▶ _DIRECTIONS_: Examine each line of the data, and copy the ones containing "service".

▶ _DATA SECTION_:
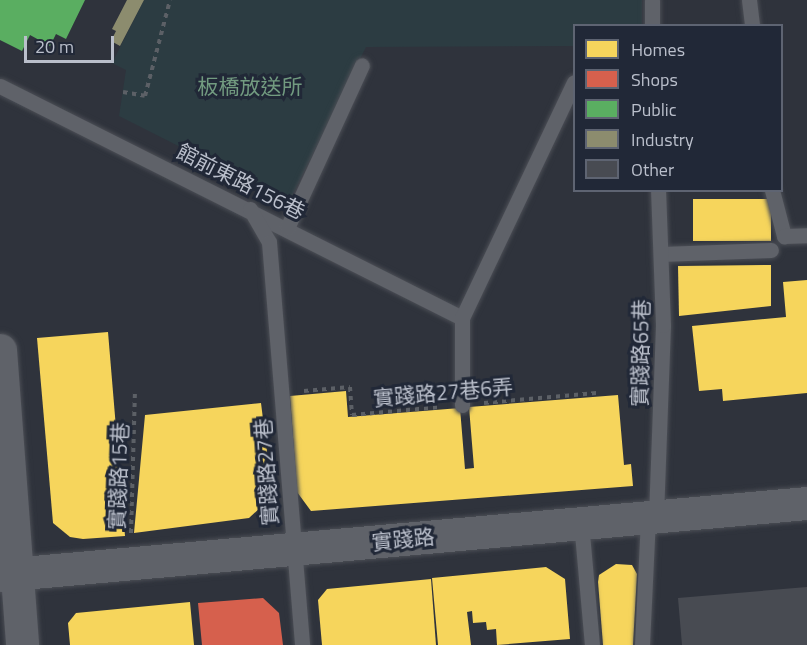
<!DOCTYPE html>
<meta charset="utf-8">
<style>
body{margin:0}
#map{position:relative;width:807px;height:645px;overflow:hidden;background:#2f333c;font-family:"Titillium Web","Noto Sans TC",sans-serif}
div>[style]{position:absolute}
.green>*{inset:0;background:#2c3c42}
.homes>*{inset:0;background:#f6d55c;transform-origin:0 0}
.shops>*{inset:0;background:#d6604d}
.public>*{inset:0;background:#5aae61}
.industry>*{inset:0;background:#8c8c6e}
.building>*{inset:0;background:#484b52}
.path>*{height:4px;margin-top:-2px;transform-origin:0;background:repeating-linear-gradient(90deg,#5c6066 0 4.5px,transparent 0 9px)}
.roads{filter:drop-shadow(0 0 2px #4b4e55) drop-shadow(0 0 2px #4b4e55)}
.service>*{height:15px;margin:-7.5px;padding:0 7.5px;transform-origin:7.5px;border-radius:7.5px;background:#5f6269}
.tertiary>*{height:33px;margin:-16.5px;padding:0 16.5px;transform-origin:16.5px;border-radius:16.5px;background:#5f6269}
span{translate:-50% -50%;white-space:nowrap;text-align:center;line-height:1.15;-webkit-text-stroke:6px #212837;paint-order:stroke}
.park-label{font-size:21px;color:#729b80}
.street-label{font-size:21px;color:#babfcb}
.legend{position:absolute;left:573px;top:24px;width:210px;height:168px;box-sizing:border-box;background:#212837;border:2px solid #5e6472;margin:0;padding:8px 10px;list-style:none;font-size:18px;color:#babfcb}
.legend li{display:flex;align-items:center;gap:12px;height:30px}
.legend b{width:30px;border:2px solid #5e6472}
.scale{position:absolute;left:24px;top:36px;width:90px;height:27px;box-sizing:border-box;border:3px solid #babfcb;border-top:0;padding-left:8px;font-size:18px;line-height:21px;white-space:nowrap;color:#babfcb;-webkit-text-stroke:4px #212837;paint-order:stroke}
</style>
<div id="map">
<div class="green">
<i style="clip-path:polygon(144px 0,642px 0,642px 25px,574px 26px,574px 46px,366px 47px,289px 202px,119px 116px,126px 70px,112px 63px)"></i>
</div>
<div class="homes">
<i style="left:771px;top:199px;width:42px;height:78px;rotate:90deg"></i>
<i style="clip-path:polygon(771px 265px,771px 306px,679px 316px,678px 266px)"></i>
<i style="clip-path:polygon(807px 280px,807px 393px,723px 401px,722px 389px,699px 391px,692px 326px,786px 317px,783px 282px)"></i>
<i style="clip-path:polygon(108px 332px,125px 536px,83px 539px,70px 537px,53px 523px,37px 338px)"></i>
<i style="clip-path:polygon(346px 391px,348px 417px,460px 408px,465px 469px,474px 468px,469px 407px,618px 395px,624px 465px,631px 464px,633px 486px,311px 511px,297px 492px,290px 396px)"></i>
<i style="clip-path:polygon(261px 403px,271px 484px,261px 507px,249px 518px,134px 533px,145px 415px)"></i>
<i style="clip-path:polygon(616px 564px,632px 565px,637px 574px,633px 645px,603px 645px,598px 582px,599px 575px)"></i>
<i style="clip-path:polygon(546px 567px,565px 579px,570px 639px,497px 645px,496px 629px,487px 630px,486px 622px,473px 623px,472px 611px,467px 612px,471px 645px,438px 645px,432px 578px)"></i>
<i style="clip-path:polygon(431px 579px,436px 645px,322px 645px,318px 600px,327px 589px)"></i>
<i style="clip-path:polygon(190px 602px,194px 645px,70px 645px,68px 623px,76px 613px)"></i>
</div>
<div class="shops">
<i style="clip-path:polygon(263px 598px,279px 613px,283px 645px,202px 645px,198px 603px)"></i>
</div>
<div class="public">
<i style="clip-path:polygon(0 0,85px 0,66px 39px,56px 34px,50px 46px,30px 35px,22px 51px,0 40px)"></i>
</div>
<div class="industry">
<i style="clip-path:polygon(127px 0,144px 0,120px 46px,111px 41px,116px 31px,112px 29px)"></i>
</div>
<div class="building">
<i style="clip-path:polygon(807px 587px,807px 645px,682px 645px,678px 598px)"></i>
</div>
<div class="path">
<i style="left:123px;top:92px;width:22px;rotate:10deg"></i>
<i style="left:145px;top:96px;width:99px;rotate:-75.4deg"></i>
<i style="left:304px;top:391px;width:46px;rotate:-5deg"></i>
<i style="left:350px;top:387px;width:28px;rotate:86deg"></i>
<i style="left:352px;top:415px;width:89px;rotate:-5.1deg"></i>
<i style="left:484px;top:403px;width:113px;rotate:-5.1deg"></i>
<i style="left:131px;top:533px;width:144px;rotate:-88.4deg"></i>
</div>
<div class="roads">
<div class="service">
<i style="left:652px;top:0;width:26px;rotate:90deg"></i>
<i style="left:749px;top:0;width:26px;rotate:83deg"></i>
<i style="left:0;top:86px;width:517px;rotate:26.66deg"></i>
<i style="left:462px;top:318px;width:261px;rotate:-64.6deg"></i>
<i style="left:772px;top:190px;width:48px;rotate:75.4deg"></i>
<i style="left:784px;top:236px;width:23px;rotate:-2deg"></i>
<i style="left:250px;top:209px;width:38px;rotate:60deg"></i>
<i style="left:269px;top:242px;width:404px;rotate:85.3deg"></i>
<i style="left:287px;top:228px;width:179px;rotate:-65.3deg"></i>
<i style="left:661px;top:254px;width:110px;rotate:-2.1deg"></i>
<i style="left:462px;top:318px;width:87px;rotate:90deg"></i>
<i style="left:656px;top:516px;width:191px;rotate:-87.9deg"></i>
<i style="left:663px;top:325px;width:135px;rotate:-92.1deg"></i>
<i style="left:581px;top:522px;width:123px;rotate:84.9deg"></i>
<i style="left:642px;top:645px;width:129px;rotate:-87.3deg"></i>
</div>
<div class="tertiary">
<i style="left:0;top:350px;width:296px;rotate:85.7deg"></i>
<i style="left:0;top:575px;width:810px;rotate:-5.1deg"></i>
</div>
</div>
<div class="park-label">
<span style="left:250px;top:86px">板橋放送所</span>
</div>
<div class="street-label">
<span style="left:241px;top:181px;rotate:27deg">館前東路156巷</span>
<span style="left:640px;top:353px;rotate:-89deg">實踐路65巷</span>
<span style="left:443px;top:392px;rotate:-5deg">實踐路27巷6弄</span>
<span style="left:266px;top:472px;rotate:-94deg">實踐路27巷</span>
<span style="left:118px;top:476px;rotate:-88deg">實踐路15巷</span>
<span style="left:403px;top:539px;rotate:-6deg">實踐路</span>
</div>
<ul class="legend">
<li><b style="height:16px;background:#f6d55c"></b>Homes</li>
<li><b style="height:16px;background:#d6604d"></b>Shops</li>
<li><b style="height:16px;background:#5aae61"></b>Public</li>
<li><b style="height:16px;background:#8c8c6e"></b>Industry</li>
<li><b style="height:16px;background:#484b52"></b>Other</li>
</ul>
<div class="scale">20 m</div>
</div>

▶ _PROBLEM SOLUTION_:
.service>*{height:15px;margin:-7.5px;padding:0 7.5px;transform-origin:7.5px;border-radius:7.5px;background:#5f6269}
<div class="service">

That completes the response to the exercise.